6. Vakıflarının kapatılması ve Hocalarının yaklaşık 10 aydır tek başına tecrite maruz kalmasına tepki göstermek isteyen Furkan Vakfı gönüllülerinin yaptığı faaliyetleri ve etkinlikleri nasıl buluyorsunuz?
-Bu Furkan Vakfı gönüllülerinin en doğal hakkıdır. İnsanlar haksızlığa uğradıkları bir konuda tepki gösterme hakkına sahiptir. Lakin ahlaki tutarlılığın ve İslami şahsiyetin gereği sadece kendi çevresi, hizbine yönelik haksızlıklara değil, hayatın her aşamasındaki haksızlıklara karşı duyarlı olmak gerekiyor. Şahitlik bilinci bunu gerektiriyor. Bu bağlamda maalesef genel anlamda Türkiye toplumunun hak ve adalet mücadelesi, arayışı salt kendi dünyası ve bağlamında seyretmekte. Bunun hepimiz açısından bir eksiklik olduğunun altını çizmek isterim.
7. Sosyal medyadan da takip ettiğimiz kadarıyla sessiz, zararsız ve toplumda farkındalık oluşturma adına verilen bu tepkilere yapılan polis müdahalesi hakkında ne söylemek istersiniz?
-Sürecin olumsuz yansıyan yanlarından birisi 15 Temmuz sonrası “polisin tavrı” meselesidir. Özellikle birçok vakada polisin eski refleksleriyle hareket ettiğini görüyoruz. Bunda da temel mesele zihniyet kadar önemli olan kadrolardan kaynaklanmakta. Süleyman Soylu’nun üslubu ve zihniyetiyle uyumlu Mehmet Ağar kadrolarıyla ancak problem üretilir. Mesele sadece bir eyleme, gösteriye müdahale biçiminde değil, örneğin trafik polislerinde rüşvet olgusunun artması meselesi gibi diğer alanlara da yansımakta.
8. Özgürlük atkıları takmaları, özgürlük yürüyüşleri yapmaları ve sessiz ve zararsız eylemleri polis tarafından engellenen Furkan Vakfı gönüllülerin bu eylemlerinden vazgeçmeyecekleri görülüyor. Kendilerinin de “sessiz çığlık” olarak isimlendirdiği bu ısrarlı eylemler sizce ses getirir mi? İslami Faaliyetler ve tüm mazlumlar adına ümit vaadediyor mu?

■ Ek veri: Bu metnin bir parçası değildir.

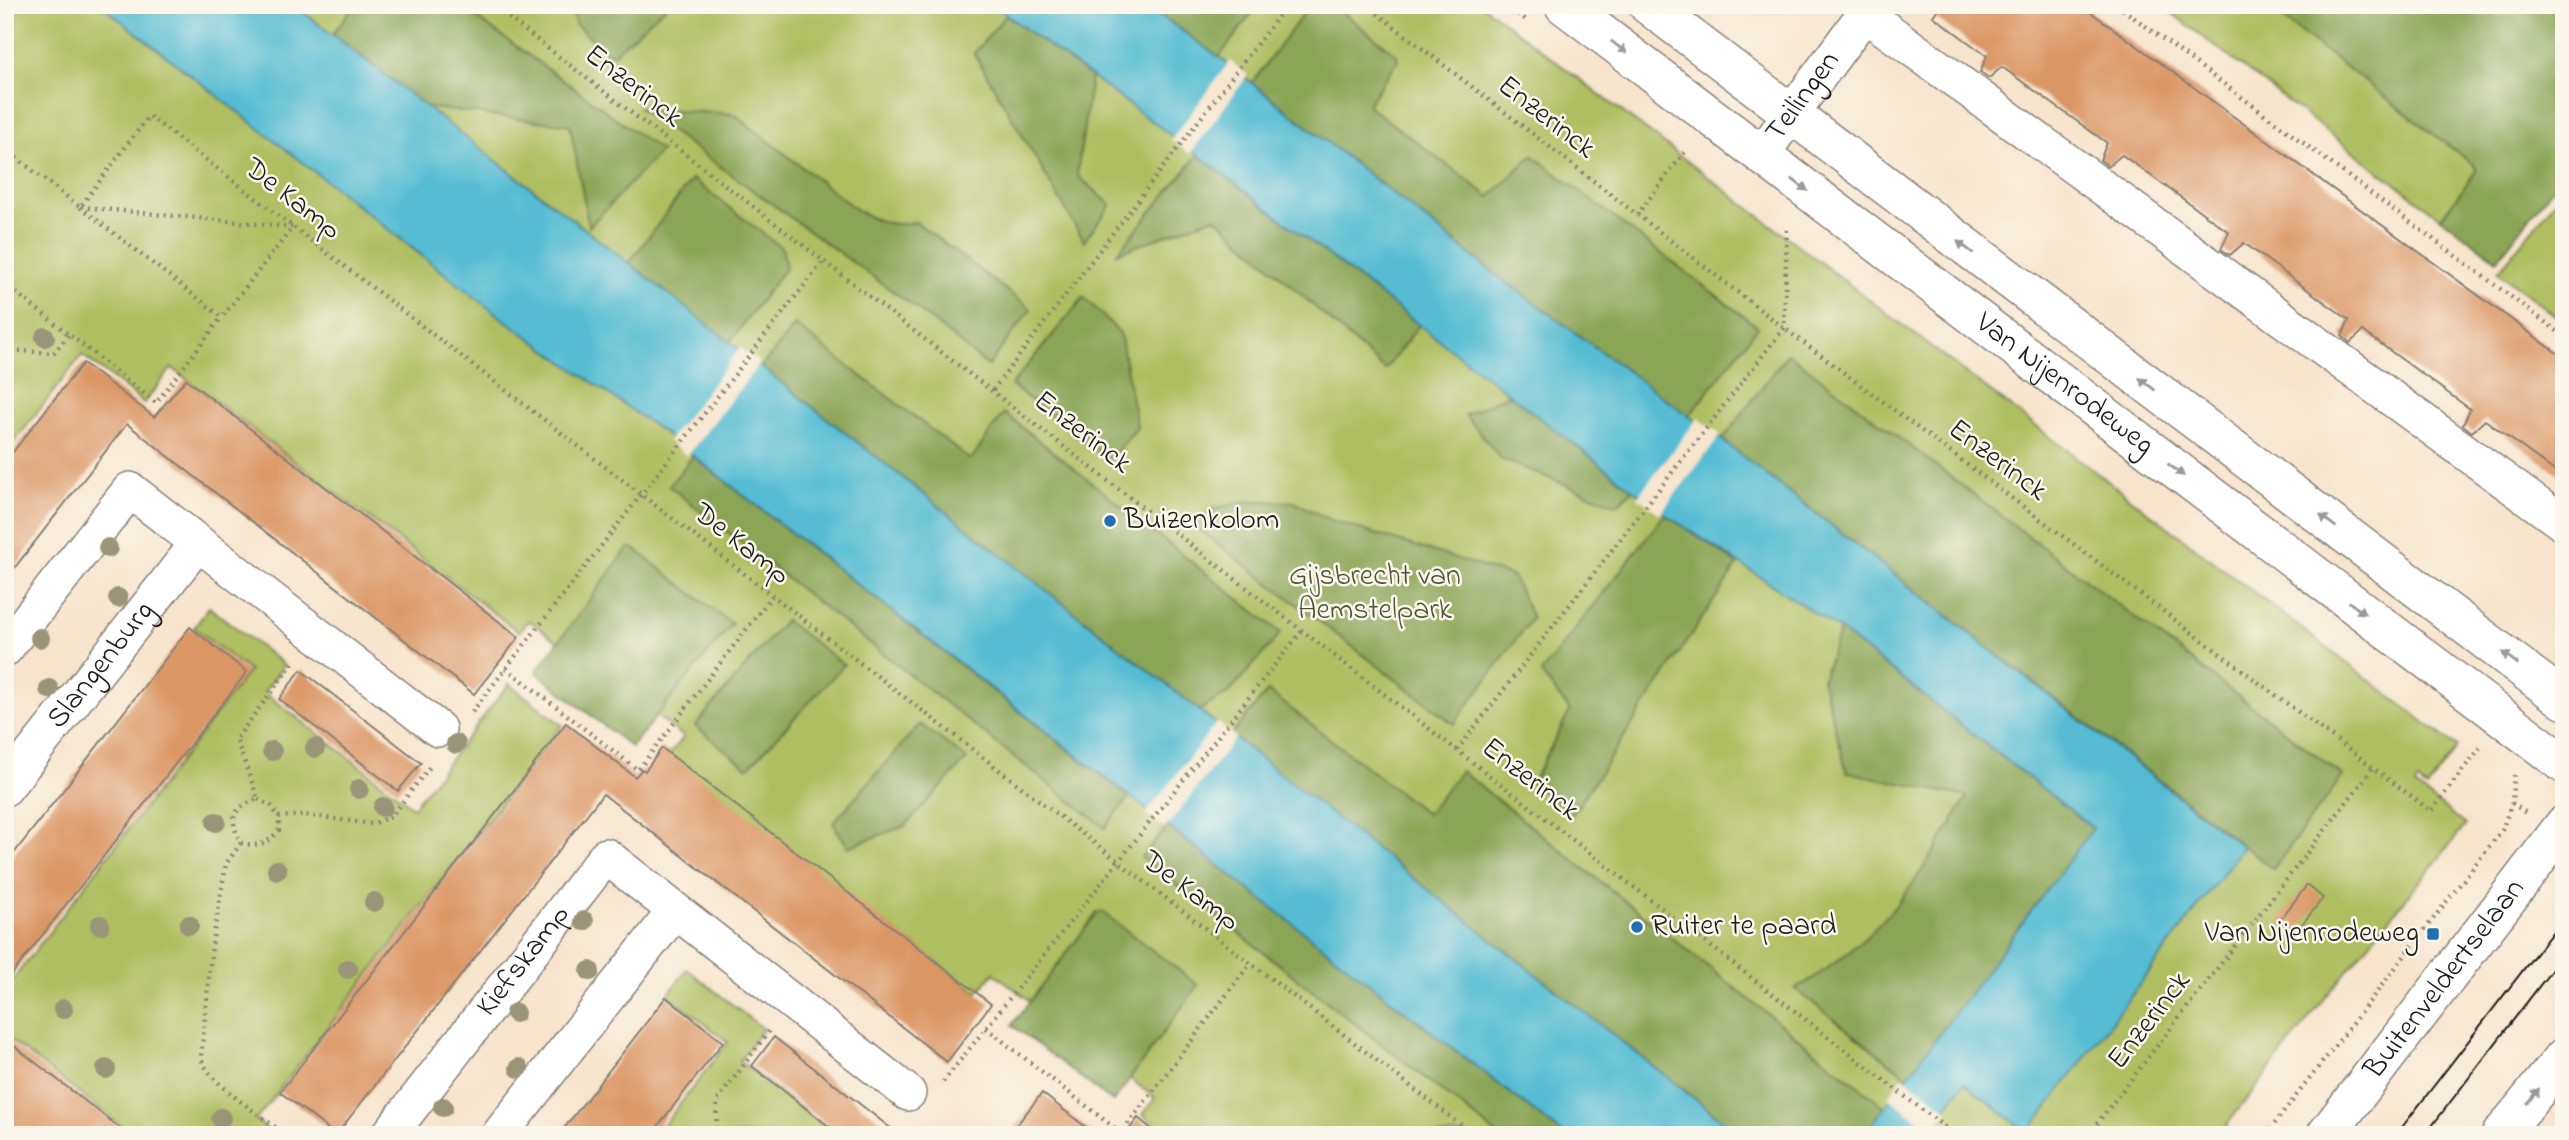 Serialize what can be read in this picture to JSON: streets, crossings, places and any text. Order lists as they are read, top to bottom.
{
  "streets": {
    "main road": ["Van Nijenrodeweg", "Buitenveldertselaan"],
    "street": ["Teilingen", "Slangenburg", "Kiefskamp"],
    "path": ["Enzerinck", "De Kamp"]
  },
  "crossings": [
    ["Teilingen", "Van Nijenrodeweg"]
  ],
  "parks": ["Gijsbrecht van Aemstelpark"],
  "places": {
    "other": ["Buizenkolom", "Ruiter te paard"],
    "transit": ["Van Nijenrodeweg"]
  }
} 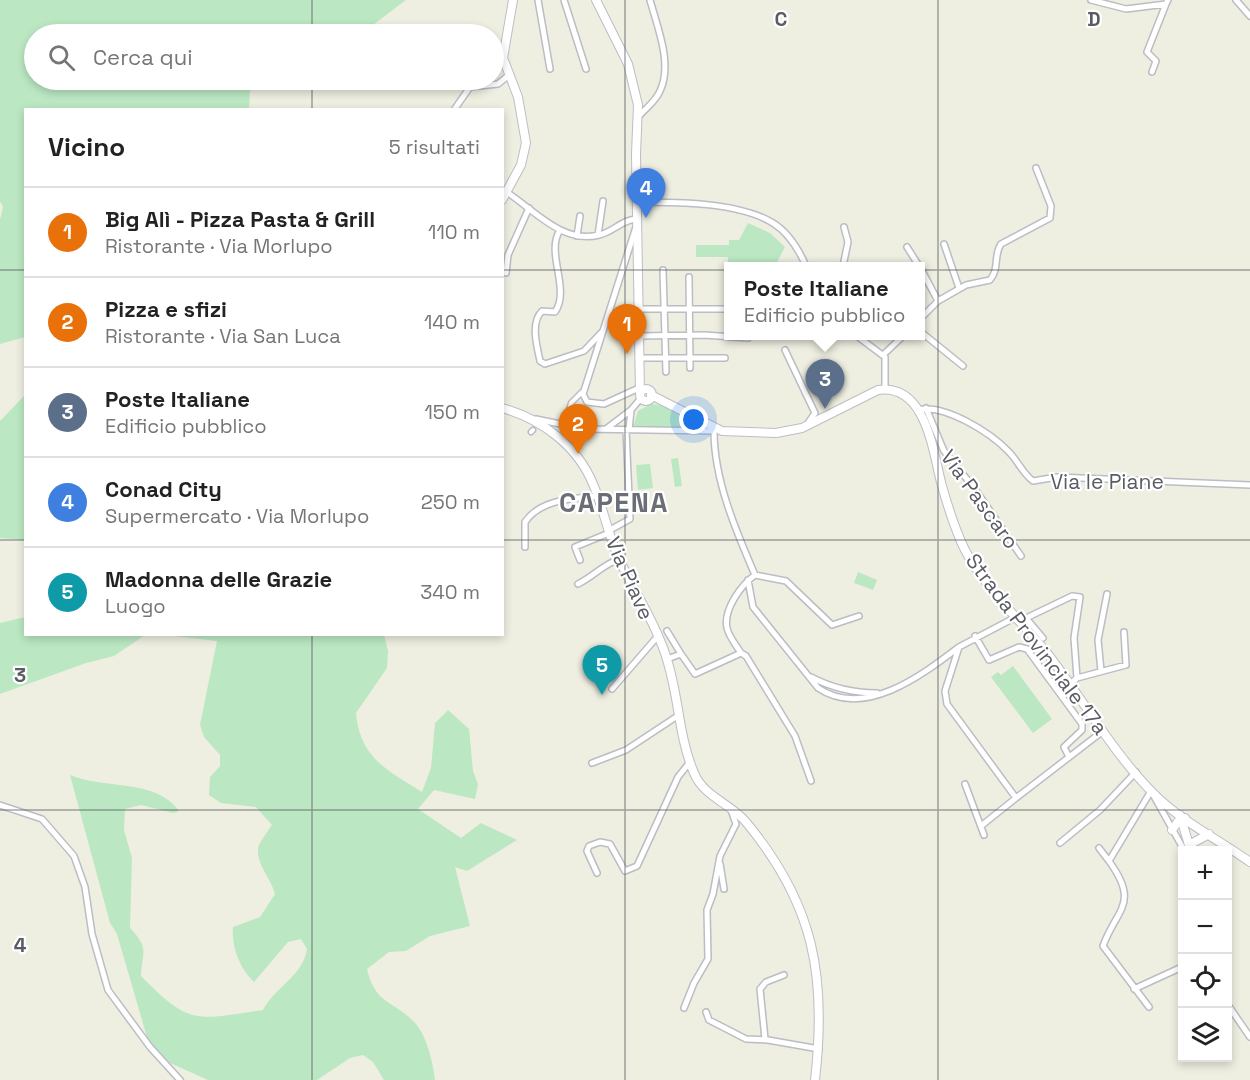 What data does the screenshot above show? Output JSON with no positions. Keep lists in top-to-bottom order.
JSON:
{
  "streets": {
    "main road": ["Via Piave", "Strada Provinciale 17a"],
    "street": ["Via le Piane", "Via Pascaro"]
  },
  "crossings": [
    ["Via le Piane", "Via Pascaro"],
    ["Via le Piane", "Strada Provinciale 17a"],
    ["Via Pascaro", "Strada Provinciale 17a"]
  ],
  "districts": ["CAPENA"],
  "page": {
    "search": "Cerca qui",
    "heading": ["Vicino", "5 risultati"],
    "pins": [
      "4",
      "1",
      "3",
      "2",
      "5"
    ],
    "list": [
      {
        "mark": "1",
        "name": "Big Alì - Pizza Pasta & Grill",
        "note": "Ristorante · Via Morlupo",
        "value": "110 m"
      },
      {
        "mark": "2",
        "name": "Pizza e sfizi",
        "note": "Ristorante · Via San Luca",
        "value": "140 m"
      },
      {
        "mark": "3",
        "name": "Poste Italiane",
        "note": "Edificio pubblico",
        "value": "150 m"
      },
      {
        "mark": "4",
        "name": "Conad City",
        "note": "Supermercato · Via Morlupo",
        "value": "250 m"
      },
      {
        "mark": "5",
        "name": "Madonna delle Grazie",
        "note": "Luogo",
        "value": "340 m"
      }
    ],
    "popup": ["Poste Italiane", "Edificio pubblico"],
    "map_buttons": ["+", "−"]
  },
  "grid": {
    "columns": ["C", "D"],
    "rows": ["3", "4"]
  }
} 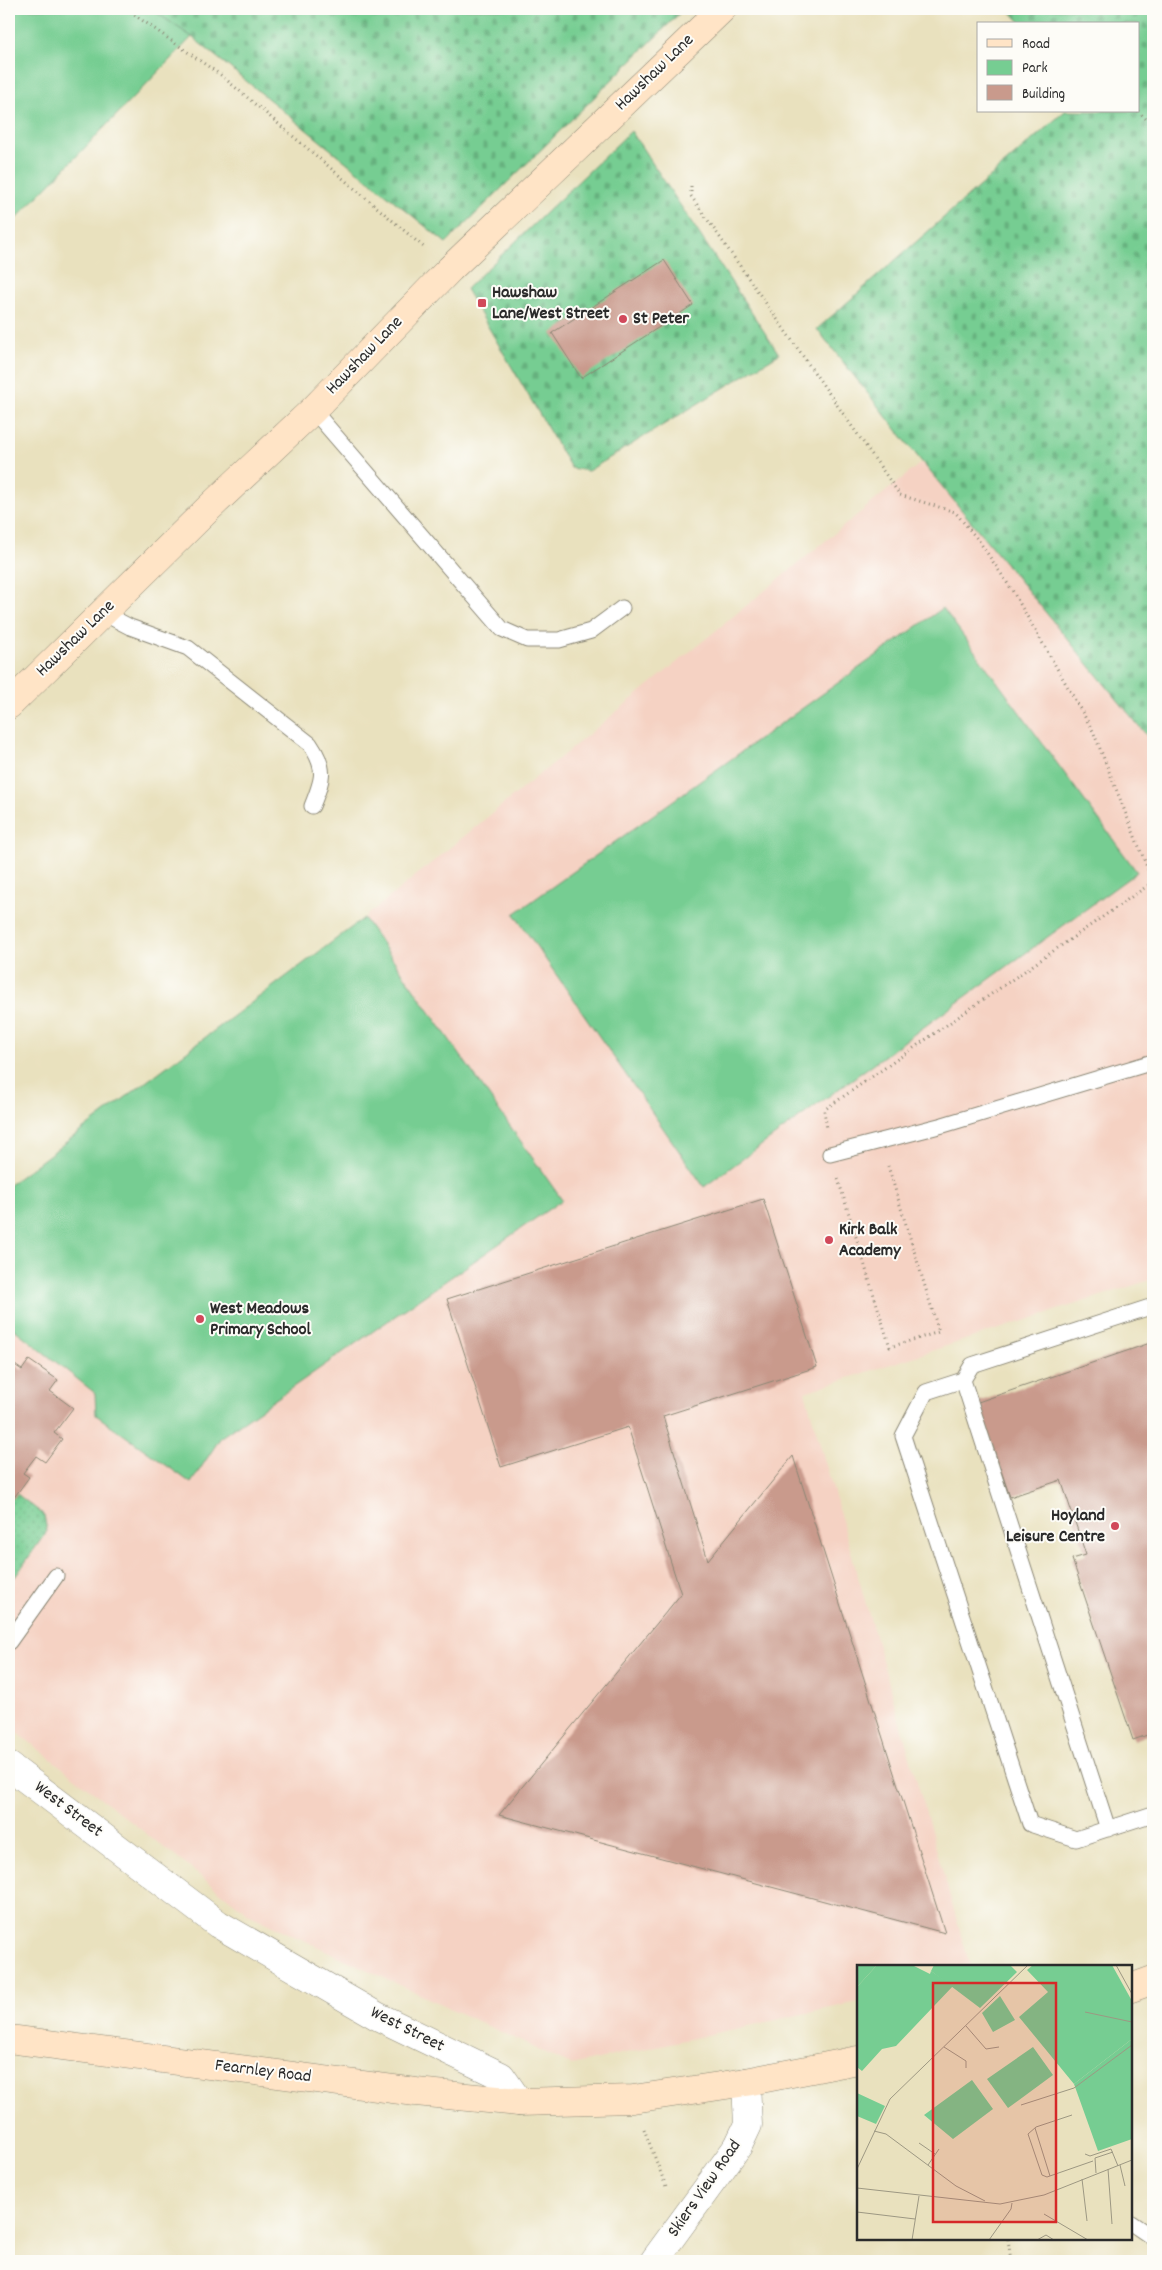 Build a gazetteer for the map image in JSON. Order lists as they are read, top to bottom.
{
  "streets": {
    "main road": ["Hawshaw Lane", "Fearnley Road"],
    "street": ["West Street", "Skiers View Road"]
  },
  "crossings": [
    ["West Street", "Fearnley Road"]
  ],
  "places": {
    "transit": ["Hawshaw Lane/West Street"],
    "other": [
      "St Peter",
      "Kirk Balk Academy",
      "West Meadows Primary School",
      "Hoyland Leisure Centre"
    ]
  },
  "legend": ["Road", "Park", "Building"]
} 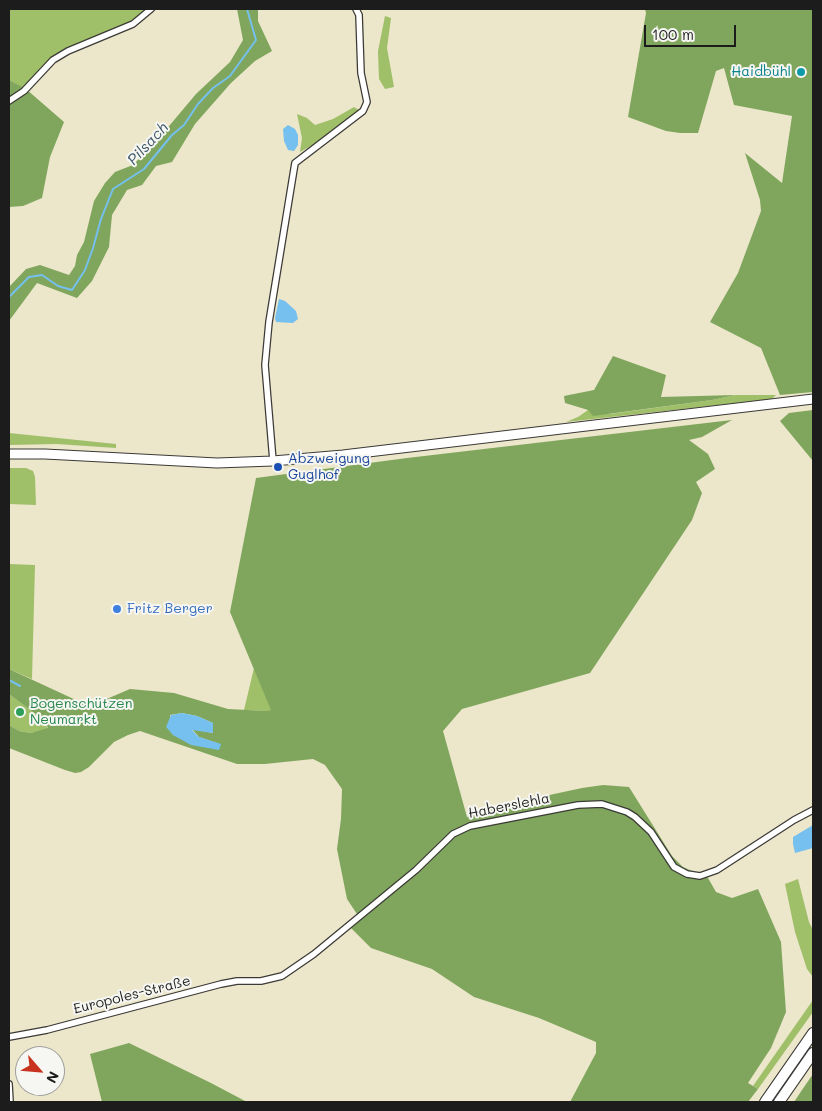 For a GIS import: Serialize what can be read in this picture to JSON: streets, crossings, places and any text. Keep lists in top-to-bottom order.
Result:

-Basın açıklamaları ve eylemlerin temel gerekçelerinden biri olan kamuoyunu harekete geçirmenin bu süreçte gerçekleşecek en zor olaylardan biri olduğunu düşünüyorum. Eylemleri uzun soluklu sürdürmek ise başlı başına zor bir mesele. Bununla birlikte ısrarlı olmak sonuç almak açısından her zaman gereklidir. Ayrıca şunu da belirtmek gerekir ki, tüm mazlumlar adına ümit oluşturma potansiyelinden de önce şahsen bir eylem yapıyorsam evvela ve esas olarak Allah-u Teala’ya vereceğim hesapta bir mazeret olsun gerekçesiyle temelde hareket etmeye çalışırım.
9. Sizce Alparslan Kuytul ve Furkan Gönüllülerine yapılan bu baskının gerçek sebebi nedir?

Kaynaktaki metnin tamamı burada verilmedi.